3570_c_steiermark_tourismus_photo-austria.a_20181109-160328_1 photo credit: steiermark tourismus

 „Wruuuuummmmmm". Der erste Donner erschütterte die Wand.

Rainer und ich waren den ganzen Vormittag am Koppenkarstein, im Dachsteinmassiv, im dichten Nebel geklettert und nun waren wir völlig überrascht. Ein Gewitter? Entsetzt schauten wir uns an. Soeben hatten wir den vorletzten Standplatz erreicht und wir waren gerade im Begriff die letzten Meter zum Grat in Angriff zu nehmen, als unser Plan über den Haufen geworfen wurde. Zum Grat hinauf wäre es nun keine gute Idee mehr gewesen.

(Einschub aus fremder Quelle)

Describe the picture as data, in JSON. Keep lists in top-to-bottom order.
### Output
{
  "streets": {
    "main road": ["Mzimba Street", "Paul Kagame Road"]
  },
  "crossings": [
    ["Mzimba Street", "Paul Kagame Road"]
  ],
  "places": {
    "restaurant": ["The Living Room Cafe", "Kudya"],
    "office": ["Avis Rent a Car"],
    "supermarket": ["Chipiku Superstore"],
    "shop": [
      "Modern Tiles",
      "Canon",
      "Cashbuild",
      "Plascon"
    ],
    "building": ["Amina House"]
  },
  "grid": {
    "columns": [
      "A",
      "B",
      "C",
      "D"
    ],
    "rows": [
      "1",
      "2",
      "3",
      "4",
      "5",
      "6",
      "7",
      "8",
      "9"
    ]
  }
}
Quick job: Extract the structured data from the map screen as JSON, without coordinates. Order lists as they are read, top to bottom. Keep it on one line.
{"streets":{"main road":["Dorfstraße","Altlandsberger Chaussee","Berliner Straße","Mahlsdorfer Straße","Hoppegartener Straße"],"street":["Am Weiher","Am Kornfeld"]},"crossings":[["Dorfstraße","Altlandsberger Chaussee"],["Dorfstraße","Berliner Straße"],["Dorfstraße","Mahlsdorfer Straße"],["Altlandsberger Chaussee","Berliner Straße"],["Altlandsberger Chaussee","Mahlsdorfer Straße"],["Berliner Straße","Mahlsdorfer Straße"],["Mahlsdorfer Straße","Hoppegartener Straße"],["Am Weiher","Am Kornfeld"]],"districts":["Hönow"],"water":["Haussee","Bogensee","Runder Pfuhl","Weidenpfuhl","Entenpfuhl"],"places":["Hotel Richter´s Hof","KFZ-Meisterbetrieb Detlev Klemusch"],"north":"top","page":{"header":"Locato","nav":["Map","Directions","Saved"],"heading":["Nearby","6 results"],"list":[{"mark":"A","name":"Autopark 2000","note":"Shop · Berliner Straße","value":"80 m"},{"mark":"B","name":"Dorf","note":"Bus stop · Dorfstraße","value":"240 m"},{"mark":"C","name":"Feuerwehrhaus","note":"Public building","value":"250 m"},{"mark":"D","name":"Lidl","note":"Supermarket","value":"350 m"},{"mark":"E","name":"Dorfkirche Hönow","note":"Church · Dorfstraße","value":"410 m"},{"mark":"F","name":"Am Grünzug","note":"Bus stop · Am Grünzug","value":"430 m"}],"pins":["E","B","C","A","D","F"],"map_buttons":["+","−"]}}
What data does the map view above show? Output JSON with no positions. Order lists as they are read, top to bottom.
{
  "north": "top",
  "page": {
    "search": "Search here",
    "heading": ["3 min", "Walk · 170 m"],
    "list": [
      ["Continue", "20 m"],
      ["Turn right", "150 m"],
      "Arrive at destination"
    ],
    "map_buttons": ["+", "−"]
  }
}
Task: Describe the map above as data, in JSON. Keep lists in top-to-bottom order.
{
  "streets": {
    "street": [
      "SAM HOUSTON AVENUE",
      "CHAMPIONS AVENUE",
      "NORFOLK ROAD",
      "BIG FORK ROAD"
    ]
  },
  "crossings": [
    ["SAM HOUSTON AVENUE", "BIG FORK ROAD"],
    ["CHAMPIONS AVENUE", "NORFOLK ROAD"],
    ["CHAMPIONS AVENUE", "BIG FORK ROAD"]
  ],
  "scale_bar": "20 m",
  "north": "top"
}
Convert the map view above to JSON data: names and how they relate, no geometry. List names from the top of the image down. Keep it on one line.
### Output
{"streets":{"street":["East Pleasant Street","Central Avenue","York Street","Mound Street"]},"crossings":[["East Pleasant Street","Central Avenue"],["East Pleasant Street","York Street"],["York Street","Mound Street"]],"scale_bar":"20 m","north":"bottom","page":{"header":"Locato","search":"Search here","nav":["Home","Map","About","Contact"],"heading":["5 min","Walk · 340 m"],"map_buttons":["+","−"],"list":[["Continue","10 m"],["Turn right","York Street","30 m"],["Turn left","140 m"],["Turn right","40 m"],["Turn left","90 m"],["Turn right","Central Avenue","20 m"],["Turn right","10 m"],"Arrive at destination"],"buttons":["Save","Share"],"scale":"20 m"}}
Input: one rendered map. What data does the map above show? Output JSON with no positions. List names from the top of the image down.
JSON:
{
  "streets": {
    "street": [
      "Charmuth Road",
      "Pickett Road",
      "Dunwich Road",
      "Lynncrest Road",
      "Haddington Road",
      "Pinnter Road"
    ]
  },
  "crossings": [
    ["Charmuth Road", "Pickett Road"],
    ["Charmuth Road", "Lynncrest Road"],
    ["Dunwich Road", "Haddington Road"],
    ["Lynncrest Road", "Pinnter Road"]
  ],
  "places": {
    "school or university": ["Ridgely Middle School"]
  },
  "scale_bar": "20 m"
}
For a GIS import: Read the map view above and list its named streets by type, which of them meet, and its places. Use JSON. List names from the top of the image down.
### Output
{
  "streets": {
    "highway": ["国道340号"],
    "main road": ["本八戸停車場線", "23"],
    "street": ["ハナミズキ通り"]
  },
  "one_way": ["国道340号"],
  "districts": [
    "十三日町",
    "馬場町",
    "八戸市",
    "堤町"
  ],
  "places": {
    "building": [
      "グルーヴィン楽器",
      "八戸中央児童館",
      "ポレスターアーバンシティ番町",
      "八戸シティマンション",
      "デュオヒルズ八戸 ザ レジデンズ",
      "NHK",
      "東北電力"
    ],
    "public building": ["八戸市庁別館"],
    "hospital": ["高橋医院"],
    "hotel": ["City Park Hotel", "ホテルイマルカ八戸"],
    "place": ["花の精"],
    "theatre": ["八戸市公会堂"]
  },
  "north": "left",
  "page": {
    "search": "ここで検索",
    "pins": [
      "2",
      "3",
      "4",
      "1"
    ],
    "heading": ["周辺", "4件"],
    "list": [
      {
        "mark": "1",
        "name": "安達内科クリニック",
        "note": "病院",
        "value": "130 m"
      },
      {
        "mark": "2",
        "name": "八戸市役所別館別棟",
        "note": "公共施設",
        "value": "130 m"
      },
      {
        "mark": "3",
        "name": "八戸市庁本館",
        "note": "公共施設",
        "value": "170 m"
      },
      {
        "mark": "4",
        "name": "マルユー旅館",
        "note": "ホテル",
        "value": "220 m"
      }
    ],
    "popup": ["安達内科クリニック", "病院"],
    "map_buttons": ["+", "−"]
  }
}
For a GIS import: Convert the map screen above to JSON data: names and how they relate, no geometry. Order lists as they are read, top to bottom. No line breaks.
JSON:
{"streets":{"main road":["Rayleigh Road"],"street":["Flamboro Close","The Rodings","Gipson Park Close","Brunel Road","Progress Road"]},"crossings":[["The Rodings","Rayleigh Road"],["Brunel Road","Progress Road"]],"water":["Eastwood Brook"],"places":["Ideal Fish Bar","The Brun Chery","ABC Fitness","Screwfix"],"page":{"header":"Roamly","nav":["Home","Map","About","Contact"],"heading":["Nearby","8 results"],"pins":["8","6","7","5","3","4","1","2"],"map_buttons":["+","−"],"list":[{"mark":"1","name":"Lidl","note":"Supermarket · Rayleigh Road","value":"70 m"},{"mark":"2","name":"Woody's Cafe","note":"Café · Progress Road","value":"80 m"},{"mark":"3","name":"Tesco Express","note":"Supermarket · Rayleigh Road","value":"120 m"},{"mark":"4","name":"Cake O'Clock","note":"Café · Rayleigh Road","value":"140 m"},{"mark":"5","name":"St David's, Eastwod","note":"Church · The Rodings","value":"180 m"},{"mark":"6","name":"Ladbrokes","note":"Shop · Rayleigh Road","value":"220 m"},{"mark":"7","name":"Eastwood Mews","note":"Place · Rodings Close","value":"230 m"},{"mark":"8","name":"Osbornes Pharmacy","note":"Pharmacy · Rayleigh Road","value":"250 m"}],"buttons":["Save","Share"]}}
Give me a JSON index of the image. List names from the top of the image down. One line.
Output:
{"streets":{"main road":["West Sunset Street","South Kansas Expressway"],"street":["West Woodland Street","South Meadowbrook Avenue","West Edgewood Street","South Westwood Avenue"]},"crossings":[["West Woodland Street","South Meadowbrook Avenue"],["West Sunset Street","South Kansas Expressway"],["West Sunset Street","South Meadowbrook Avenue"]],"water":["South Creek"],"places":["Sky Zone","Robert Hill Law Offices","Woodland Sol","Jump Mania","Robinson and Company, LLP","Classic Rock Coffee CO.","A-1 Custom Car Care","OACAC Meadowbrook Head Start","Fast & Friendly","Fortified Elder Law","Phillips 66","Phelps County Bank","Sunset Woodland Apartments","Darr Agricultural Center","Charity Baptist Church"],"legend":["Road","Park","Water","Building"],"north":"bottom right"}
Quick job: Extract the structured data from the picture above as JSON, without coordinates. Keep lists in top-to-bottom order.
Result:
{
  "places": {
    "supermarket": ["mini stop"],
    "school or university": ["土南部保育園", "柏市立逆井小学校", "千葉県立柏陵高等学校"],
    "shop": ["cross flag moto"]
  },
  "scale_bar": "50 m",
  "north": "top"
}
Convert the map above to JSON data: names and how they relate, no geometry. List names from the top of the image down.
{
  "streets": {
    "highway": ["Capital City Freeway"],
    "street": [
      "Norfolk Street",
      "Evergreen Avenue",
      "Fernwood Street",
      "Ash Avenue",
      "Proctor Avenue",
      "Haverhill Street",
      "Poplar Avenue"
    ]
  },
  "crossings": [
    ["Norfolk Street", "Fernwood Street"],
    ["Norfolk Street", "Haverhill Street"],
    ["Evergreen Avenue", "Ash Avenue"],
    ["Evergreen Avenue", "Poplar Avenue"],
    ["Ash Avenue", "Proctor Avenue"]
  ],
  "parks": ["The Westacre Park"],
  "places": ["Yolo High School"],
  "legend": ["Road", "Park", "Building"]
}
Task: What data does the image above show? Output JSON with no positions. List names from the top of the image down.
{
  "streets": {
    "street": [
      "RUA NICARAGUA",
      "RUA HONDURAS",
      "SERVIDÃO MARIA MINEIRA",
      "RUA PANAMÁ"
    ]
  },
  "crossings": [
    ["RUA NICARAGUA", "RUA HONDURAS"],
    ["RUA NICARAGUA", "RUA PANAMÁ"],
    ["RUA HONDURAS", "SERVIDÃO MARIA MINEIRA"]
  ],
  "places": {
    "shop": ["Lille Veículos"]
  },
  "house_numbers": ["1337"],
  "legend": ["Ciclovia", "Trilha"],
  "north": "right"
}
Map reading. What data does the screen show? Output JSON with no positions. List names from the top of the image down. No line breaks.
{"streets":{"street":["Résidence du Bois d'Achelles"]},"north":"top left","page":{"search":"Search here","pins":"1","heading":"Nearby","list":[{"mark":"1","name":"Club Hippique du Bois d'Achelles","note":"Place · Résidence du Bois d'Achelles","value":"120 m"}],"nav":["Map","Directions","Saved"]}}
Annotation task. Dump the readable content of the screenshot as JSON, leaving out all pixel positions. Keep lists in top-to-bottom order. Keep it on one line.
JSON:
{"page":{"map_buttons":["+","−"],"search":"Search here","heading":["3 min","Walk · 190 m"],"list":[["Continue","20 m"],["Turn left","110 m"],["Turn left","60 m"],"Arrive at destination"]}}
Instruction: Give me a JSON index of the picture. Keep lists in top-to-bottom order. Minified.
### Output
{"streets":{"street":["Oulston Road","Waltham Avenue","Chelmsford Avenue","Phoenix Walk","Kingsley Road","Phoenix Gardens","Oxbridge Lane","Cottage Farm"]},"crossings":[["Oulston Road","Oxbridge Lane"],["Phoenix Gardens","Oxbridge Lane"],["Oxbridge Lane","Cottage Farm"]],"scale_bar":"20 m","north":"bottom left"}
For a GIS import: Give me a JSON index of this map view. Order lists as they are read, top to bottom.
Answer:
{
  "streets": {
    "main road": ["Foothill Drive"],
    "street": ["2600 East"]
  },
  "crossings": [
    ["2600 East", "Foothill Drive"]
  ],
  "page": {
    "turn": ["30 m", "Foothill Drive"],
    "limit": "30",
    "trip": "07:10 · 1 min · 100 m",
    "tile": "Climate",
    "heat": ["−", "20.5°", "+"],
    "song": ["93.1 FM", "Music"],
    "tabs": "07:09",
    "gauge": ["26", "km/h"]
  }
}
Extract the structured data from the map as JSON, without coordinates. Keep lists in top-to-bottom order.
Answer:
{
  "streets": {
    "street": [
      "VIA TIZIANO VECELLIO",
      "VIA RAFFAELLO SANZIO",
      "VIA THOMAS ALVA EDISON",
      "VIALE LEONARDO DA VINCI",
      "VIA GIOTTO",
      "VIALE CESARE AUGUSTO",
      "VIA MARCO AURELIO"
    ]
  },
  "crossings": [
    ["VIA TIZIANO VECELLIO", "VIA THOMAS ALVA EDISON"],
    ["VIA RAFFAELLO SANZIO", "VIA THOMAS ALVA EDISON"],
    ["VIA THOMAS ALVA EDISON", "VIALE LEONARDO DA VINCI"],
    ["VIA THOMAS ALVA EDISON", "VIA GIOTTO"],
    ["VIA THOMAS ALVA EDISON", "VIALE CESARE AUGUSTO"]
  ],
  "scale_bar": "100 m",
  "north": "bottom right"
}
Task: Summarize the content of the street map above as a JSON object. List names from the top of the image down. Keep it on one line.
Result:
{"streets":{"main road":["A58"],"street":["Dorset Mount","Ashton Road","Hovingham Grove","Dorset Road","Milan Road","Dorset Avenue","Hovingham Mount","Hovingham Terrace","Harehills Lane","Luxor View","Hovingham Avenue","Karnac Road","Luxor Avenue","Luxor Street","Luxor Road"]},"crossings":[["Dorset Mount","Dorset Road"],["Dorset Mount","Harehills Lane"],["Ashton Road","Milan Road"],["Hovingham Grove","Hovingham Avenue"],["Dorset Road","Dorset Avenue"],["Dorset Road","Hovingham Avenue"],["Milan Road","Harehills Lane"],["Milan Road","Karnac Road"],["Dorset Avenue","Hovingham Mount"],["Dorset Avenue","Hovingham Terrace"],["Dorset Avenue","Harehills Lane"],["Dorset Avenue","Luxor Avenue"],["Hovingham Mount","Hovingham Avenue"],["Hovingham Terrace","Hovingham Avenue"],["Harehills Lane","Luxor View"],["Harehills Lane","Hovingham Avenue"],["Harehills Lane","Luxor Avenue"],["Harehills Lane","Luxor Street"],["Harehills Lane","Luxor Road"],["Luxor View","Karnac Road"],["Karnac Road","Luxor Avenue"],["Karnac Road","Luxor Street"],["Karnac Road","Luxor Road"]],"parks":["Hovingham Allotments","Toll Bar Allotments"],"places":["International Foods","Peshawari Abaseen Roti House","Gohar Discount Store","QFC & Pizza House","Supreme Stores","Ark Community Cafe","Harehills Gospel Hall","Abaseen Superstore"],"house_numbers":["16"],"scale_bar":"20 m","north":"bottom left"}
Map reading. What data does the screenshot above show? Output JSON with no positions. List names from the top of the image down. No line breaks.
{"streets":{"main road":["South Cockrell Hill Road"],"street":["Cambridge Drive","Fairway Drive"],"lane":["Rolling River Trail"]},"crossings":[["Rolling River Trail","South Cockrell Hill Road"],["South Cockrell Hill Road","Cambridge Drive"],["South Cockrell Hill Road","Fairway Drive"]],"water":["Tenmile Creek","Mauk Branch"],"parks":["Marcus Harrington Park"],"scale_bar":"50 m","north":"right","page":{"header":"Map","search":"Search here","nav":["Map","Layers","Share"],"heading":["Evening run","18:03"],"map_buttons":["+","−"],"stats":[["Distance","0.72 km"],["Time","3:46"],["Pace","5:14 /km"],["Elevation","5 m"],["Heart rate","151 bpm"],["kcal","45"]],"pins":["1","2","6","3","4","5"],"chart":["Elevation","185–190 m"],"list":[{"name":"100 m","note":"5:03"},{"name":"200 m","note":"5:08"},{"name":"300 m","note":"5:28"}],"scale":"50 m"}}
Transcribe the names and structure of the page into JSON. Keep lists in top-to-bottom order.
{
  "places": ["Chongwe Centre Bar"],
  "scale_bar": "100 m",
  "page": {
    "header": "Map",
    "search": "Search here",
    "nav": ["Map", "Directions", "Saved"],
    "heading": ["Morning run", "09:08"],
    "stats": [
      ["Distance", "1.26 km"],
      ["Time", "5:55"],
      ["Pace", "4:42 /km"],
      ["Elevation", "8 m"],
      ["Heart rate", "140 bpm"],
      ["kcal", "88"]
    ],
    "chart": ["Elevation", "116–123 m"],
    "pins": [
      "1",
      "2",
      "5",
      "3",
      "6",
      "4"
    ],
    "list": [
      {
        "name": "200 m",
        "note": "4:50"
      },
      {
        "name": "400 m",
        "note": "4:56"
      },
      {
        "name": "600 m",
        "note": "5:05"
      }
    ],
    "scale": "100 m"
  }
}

Wieder schlug ein Blitz in unmittelbarer Nähe ein. Wir entschlossen uns innerhalb weniger Sekunden zum Abseilen. Zum Glück kletterten wir mit Zwillingachtseilen und so standen uns pro Abseilfahrt 60 m zur Verfügung.

„Blauen Strick durchfädeln , roten Strick abziehen" . Jeder von uns wusste, was er zu tun hatte und trotzdem ging uns alles viel zu langsam. Die Blitze kamen in immer kürzeren Abständen, die Donnerschläge wurden immer lauter.

Tock, Tock, Tock!

Wassertropfen klopften in immer schneller werdendem Rhythmus auf meinen Helm. Ich schaute an meinem Standplatz festgebunden nach oben. Über mir bildete der Fels eine V-förmige Rinne und ich musste entsetzt zusehen, wie das Rinnsal, das sich über mich ergoss, von Sekunde zu Sekunde anschwoll. Bald stand ich in einem Wasserfall und ich bekam Atemprobleme.

Weit unter mir suchte Rainer in den peitschenden Windböen den nächsten Standplatz.

Japsend nach Luft ringend, sah ich bereits die Schlagzeile in der Zeitung vor meinem geistigen Auge:

„Kletterer am Koppenkarstein ertrunken!"

Was für ein jämmerlicher Abgang!

Kaum entspannten sich die Seile, klinkte ich mich ein. Wir arbeiteten völlig ohne Kommandos. Zweimal am Seil ziehen bedeutete „Seil frei, ich hab Stand." Seillänge um Seillänge ging es nach unten. Immer war Rainer der Erste. Er suchte die Standplätze und bereitete, während ich nach unten glitt, bereits die nächste Abseilfahrt vor.

Kaum war ich dem drohenden Ertrinkungstod entronnen, hatten wir bereits mit den nächsten Problemen zu kämpfen. Die Kälte kroch uns unter die durchnässten Kleider und unsere Finger wurden vor Kälte immer ungelenker und ungeschickter. Graupelschauer zogen über die Wand und Eisstückchen knallten auf unseren Helm, auf unsere Finger und in unser Gesicht.

Trotz allem ließen sich die Seile immer abziehen. Wir hatten riesiges Glück und befanden uns bald kurz oberhalb des Kars.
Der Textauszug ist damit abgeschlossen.